Appealing ‘D.C.’ Shows Signs of Promise


The WB’s appealing new “D.C.” is about careerist Washingtonians in their 20s who are as distant from Monica Lewinsky as the Beltway is from Brentwood.

The drama doesn’t approach executive producer Dick Wolf’s best work, “Law & Order,” ever to be the benchmark against which his subsequent efforts will be judged.

Much closer, its five brownstone-sharing pals are “Friends” minus the goofiness, as they sometimes gather in front of the fire with their beer and popcorn looking like a commercial for L.L. Bean.

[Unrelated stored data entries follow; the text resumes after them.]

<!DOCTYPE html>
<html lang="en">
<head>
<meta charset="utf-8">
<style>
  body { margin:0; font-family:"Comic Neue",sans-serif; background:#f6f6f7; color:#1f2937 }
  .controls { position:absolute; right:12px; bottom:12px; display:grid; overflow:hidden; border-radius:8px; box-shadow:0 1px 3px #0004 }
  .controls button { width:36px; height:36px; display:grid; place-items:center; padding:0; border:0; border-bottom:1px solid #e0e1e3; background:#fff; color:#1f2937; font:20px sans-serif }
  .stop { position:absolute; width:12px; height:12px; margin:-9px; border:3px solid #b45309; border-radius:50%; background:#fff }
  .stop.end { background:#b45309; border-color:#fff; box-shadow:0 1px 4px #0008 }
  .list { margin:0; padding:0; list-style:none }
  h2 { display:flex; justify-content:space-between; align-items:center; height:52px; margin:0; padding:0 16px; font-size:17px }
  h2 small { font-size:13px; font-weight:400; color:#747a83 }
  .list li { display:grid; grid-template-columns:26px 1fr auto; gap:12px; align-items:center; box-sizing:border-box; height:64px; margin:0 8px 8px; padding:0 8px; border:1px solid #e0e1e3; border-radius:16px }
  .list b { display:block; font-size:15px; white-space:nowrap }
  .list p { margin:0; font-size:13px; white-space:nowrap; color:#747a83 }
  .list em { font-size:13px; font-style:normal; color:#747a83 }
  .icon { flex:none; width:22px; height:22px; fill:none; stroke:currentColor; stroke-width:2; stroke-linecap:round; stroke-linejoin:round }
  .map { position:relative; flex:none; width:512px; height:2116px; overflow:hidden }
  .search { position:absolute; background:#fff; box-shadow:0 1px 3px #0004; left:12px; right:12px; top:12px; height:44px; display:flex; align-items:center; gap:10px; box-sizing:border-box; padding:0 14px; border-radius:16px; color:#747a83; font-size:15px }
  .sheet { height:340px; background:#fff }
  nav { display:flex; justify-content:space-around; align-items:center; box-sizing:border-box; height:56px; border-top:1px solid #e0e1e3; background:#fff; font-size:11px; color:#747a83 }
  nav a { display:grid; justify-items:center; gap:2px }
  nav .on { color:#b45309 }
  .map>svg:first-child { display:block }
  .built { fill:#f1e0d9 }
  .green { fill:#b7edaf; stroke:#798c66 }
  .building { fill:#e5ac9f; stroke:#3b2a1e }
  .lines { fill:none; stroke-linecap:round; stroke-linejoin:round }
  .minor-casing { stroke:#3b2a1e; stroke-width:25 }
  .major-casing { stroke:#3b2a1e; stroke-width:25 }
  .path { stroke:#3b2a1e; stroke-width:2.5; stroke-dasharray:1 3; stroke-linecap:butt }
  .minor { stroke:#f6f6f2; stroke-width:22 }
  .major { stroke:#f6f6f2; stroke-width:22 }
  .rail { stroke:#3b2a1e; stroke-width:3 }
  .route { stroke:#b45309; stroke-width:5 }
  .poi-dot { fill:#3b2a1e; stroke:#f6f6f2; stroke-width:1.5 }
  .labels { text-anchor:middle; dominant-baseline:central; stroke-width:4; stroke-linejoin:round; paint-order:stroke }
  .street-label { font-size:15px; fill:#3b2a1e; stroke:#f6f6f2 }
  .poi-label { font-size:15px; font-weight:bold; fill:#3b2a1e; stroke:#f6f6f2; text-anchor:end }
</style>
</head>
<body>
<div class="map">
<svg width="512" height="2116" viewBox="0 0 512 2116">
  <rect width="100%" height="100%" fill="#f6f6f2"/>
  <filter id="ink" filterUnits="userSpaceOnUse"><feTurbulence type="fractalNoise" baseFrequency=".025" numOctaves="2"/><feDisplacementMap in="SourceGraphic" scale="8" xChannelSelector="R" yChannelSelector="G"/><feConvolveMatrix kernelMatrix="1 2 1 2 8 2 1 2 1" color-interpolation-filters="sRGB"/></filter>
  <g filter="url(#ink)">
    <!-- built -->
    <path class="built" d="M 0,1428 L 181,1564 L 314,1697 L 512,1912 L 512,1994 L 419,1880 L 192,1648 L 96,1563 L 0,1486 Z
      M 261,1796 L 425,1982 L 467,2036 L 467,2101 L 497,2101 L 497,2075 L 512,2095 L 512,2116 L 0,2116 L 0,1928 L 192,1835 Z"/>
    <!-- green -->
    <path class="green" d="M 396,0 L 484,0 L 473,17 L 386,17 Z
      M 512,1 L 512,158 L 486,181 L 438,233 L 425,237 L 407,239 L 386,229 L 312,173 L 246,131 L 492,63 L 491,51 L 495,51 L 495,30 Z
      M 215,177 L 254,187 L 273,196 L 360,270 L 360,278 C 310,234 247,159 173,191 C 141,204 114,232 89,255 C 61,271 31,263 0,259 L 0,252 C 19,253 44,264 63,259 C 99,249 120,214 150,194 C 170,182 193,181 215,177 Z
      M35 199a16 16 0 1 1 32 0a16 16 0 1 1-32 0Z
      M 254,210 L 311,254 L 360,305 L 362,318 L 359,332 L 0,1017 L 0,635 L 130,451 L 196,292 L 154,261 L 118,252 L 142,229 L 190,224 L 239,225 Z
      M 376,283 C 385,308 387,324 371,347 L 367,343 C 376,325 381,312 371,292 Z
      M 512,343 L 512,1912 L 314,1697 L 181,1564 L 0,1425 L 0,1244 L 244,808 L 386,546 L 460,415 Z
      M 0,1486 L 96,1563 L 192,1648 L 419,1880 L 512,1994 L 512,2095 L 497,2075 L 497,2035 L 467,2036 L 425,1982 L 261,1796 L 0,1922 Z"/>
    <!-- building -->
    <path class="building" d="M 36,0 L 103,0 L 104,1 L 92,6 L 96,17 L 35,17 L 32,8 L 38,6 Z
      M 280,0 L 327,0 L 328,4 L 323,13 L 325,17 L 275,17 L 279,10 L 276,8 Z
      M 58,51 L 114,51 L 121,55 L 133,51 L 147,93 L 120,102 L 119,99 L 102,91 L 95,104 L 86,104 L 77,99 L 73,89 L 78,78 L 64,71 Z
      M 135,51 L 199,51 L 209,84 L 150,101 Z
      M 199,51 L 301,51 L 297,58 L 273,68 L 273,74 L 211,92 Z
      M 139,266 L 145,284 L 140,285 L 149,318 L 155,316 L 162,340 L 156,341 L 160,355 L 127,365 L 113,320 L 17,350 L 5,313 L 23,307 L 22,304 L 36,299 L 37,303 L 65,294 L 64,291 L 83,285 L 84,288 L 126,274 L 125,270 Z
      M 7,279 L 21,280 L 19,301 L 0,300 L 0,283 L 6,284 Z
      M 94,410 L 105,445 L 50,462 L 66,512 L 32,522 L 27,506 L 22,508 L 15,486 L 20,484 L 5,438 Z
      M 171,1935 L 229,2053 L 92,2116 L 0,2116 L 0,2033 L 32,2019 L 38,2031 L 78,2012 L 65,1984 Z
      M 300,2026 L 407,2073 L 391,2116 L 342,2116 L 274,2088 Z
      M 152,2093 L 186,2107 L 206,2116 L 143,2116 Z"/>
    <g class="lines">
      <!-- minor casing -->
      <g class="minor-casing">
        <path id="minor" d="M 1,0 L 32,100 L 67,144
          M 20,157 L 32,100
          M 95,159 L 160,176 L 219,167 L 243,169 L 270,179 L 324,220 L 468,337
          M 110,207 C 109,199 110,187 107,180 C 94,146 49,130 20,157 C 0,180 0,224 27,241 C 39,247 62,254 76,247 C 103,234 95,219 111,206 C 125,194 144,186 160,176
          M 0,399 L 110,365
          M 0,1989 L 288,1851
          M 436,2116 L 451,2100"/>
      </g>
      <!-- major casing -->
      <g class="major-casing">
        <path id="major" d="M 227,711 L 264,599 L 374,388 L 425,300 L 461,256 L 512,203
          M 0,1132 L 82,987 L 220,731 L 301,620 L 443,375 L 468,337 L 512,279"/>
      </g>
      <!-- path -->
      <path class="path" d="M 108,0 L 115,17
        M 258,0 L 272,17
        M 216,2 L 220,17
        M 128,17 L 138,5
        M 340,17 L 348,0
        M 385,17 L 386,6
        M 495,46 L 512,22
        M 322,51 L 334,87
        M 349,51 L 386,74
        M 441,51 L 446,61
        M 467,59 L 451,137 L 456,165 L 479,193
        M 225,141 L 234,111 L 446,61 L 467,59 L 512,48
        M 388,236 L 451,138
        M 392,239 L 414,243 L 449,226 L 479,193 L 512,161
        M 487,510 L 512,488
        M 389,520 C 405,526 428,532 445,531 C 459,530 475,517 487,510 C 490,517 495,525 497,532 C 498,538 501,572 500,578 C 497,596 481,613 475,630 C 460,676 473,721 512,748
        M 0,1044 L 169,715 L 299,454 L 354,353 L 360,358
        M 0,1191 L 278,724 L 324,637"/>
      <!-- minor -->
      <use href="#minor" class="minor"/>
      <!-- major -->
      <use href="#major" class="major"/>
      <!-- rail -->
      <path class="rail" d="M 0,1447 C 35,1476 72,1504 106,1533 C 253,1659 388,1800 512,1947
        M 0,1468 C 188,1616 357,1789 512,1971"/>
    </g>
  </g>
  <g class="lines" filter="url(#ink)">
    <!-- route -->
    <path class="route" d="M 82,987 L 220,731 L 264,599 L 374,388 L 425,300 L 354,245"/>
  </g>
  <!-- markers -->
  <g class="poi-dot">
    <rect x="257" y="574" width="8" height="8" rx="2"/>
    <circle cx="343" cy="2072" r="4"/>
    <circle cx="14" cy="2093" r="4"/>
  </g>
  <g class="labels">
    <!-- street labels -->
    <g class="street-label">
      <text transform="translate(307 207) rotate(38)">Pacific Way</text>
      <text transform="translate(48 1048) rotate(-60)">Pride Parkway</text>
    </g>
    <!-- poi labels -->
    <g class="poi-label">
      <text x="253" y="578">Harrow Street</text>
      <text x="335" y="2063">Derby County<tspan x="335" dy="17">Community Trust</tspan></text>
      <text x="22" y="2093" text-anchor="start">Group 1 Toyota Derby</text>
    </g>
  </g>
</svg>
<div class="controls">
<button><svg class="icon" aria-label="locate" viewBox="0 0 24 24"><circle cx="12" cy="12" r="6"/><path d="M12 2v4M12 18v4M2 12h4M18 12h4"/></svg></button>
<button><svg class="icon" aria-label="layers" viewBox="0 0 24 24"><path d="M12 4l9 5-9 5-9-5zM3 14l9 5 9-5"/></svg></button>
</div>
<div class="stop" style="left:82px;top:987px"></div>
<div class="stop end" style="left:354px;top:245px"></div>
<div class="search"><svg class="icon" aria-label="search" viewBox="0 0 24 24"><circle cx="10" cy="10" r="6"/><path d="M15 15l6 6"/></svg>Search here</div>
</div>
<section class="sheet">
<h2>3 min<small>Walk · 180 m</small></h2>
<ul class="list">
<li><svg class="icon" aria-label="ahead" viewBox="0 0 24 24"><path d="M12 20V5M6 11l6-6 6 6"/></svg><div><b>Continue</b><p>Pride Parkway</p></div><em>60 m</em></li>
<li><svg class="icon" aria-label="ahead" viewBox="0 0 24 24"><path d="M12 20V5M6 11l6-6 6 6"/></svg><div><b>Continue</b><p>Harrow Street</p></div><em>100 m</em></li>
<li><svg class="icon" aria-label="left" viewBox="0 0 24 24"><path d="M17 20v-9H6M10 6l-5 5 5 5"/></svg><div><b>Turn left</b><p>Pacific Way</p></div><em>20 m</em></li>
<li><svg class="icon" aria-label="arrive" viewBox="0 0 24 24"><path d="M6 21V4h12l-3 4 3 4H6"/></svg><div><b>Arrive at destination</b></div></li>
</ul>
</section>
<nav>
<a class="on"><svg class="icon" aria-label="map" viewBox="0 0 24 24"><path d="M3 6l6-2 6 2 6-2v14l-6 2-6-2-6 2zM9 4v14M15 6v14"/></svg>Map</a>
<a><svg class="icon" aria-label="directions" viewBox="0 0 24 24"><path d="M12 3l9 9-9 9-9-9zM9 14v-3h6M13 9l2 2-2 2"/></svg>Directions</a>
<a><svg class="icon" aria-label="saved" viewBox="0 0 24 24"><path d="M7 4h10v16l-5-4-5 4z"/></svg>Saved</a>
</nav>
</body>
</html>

Or better yet, this is “The West Wing” lite, where the federal government is a backdrop for featherless young characters whose callow life experiences to this point have not earned them the authority to join the capital’s gray suits in debating supreme issues of the day.

What they do initially ponder a lot, in addition to themselves, is the lifestyle of government, in ways that are often engaging as you wait for them to mature into characters able to hold your attention beyond a few episodes.


Two of these converging works-in-progress are best friends Mason (Gabriel Olds), a low-level worker for an influential Virginia senator, and Pete (Mark-Paul Gosselaar), an obscure lobbyist for something called Animals First.

After some entertaining skirmishes in the warrens of Congress, the Sunday premiere falls with a huge thud when the senator earnestly tells Mason, whose brief career is on the skids, that he’d give up everything “to be you right now.” Oh sure. Talk about cornball.

Yet “D.C.” is at its best, in the second episode, when Mason and Pete find themselves competing for the same State Department job, their once-sturdy friendship now coexisting tenuously with their intersecting ambitions.

There are some nice touches, too, in Mason’s relationship with his effervescent twin sister, Finley (Jacinda Barrett), who has left grad school to join him in D.C., much to the dismay of their parents. Also likable are the two remaining Georgetown housemates, lovers Sarah (Kristanna Loken), an emerging field producer at a CNN-style network, and Lewis (Daniel Sunjata), a Supreme Court clerk who so far is the show’s underdeveloped fifth wheel.

Exciting horizons before them, everyone in this brownstone is swell-looking and relatively unscarred. This is a WB series, after all. In 20 years, after accumulating baggage from lives lived, they may qualify for TV’s other series on the Potomac, “The West Wing.”


* “D.C.” can be seen Sundays at 8 p.m. on the WB. The network has rated it TV-PG-LD (may be unsuitable for young children with special advisories for coarse language and suggestive dialogue).